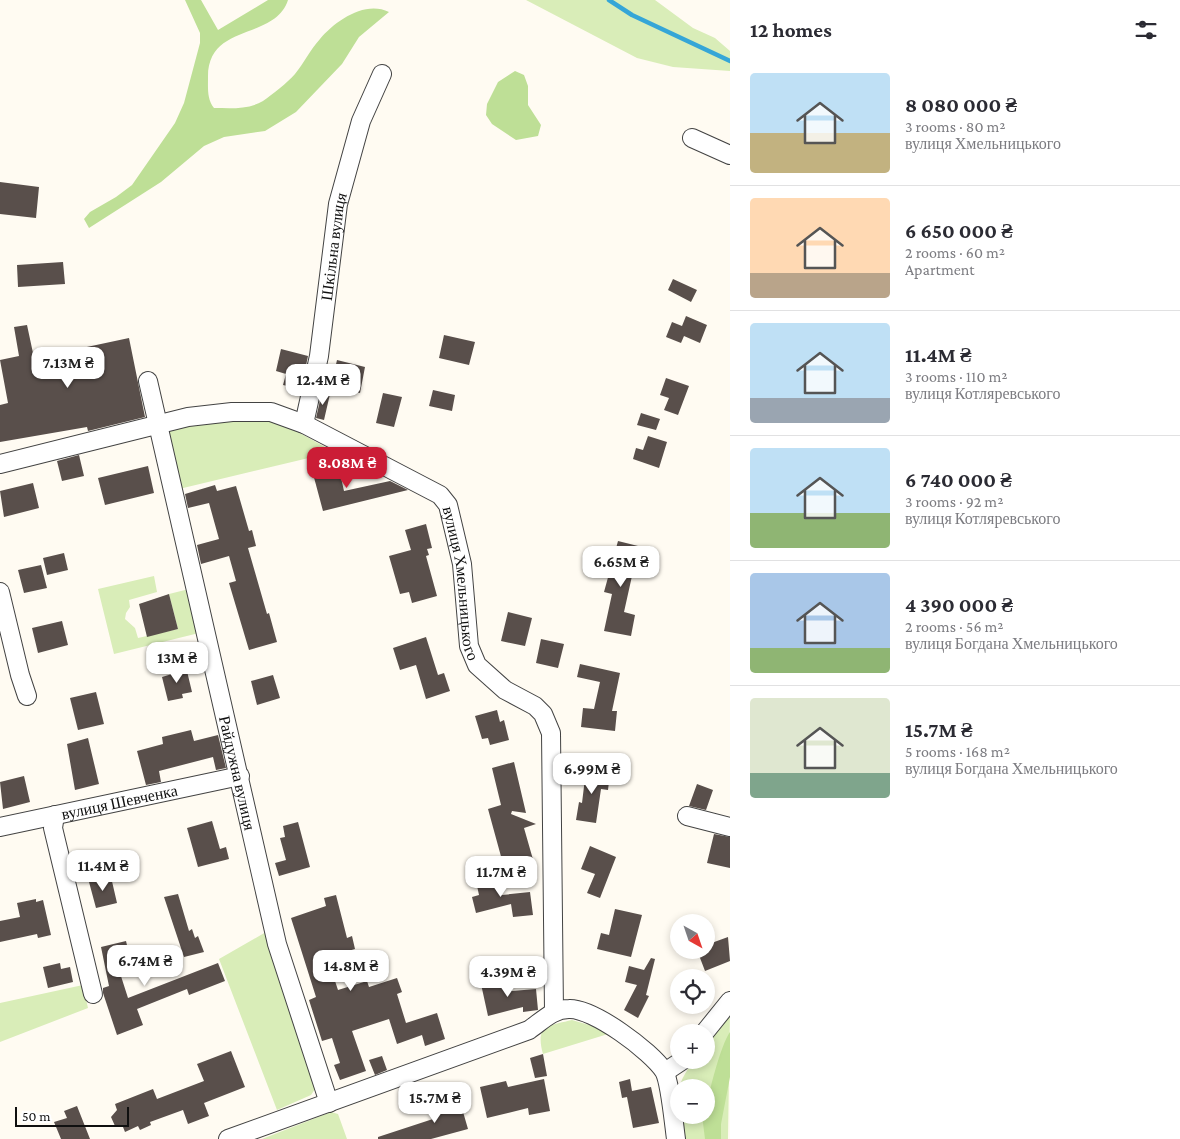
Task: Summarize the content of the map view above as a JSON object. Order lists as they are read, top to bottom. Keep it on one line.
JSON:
{"streets":{"street":["Шкільна вулиця","вулиця Хмельницького","Райдужна вулиця","вулиця Шевченка"]},"crossings":[["Шкільна вулиця","вулиця Хмельницького"],["вулиця Хмельницького","Райдужна вулиця"],["Райдужна вулиця","вулиця Шевченка"]],"scale_bar":"50 m","north":"bottom right","page":{"heading":"12 homes","list":[{"name":"8 080 000 ₴","note":"3 rooms · 80 m² · вулиця Хмельницького"},{"name":"6 650 000 ₴","note":"2 rooms · 60 m² · Apartment"},{"name":"11.4M ₴","note":"3 rooms · 110 m² · вулиця Котляревського"},{"name":"6 740 000 ₴","note":"3 rooms · 92 m² · вулиця Котляревського"},{"name":"4 390 000 ₴","note":"2 rooms · 56 m² · вулиця Богдана Хмельницького"},{"name":"15.7M ₴","note":"5 rooms · 168 m² · вулиця Богдана Хмельницького"}],"price":["7.13M ₴","12.4M ₴","8.08M ₴","6.65M ₴","13M ₴","6.99M ₴","11.4M ₴","11.7M ₴","6.74M ₴","14.8M ₴","4.39M ₴","15.7M ₴"],"map_buttons":["+","−"],"scale":"50 m"}}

Task: Find how many of the lines above have the word "JSON" in them. State only that number.

Your solution: 2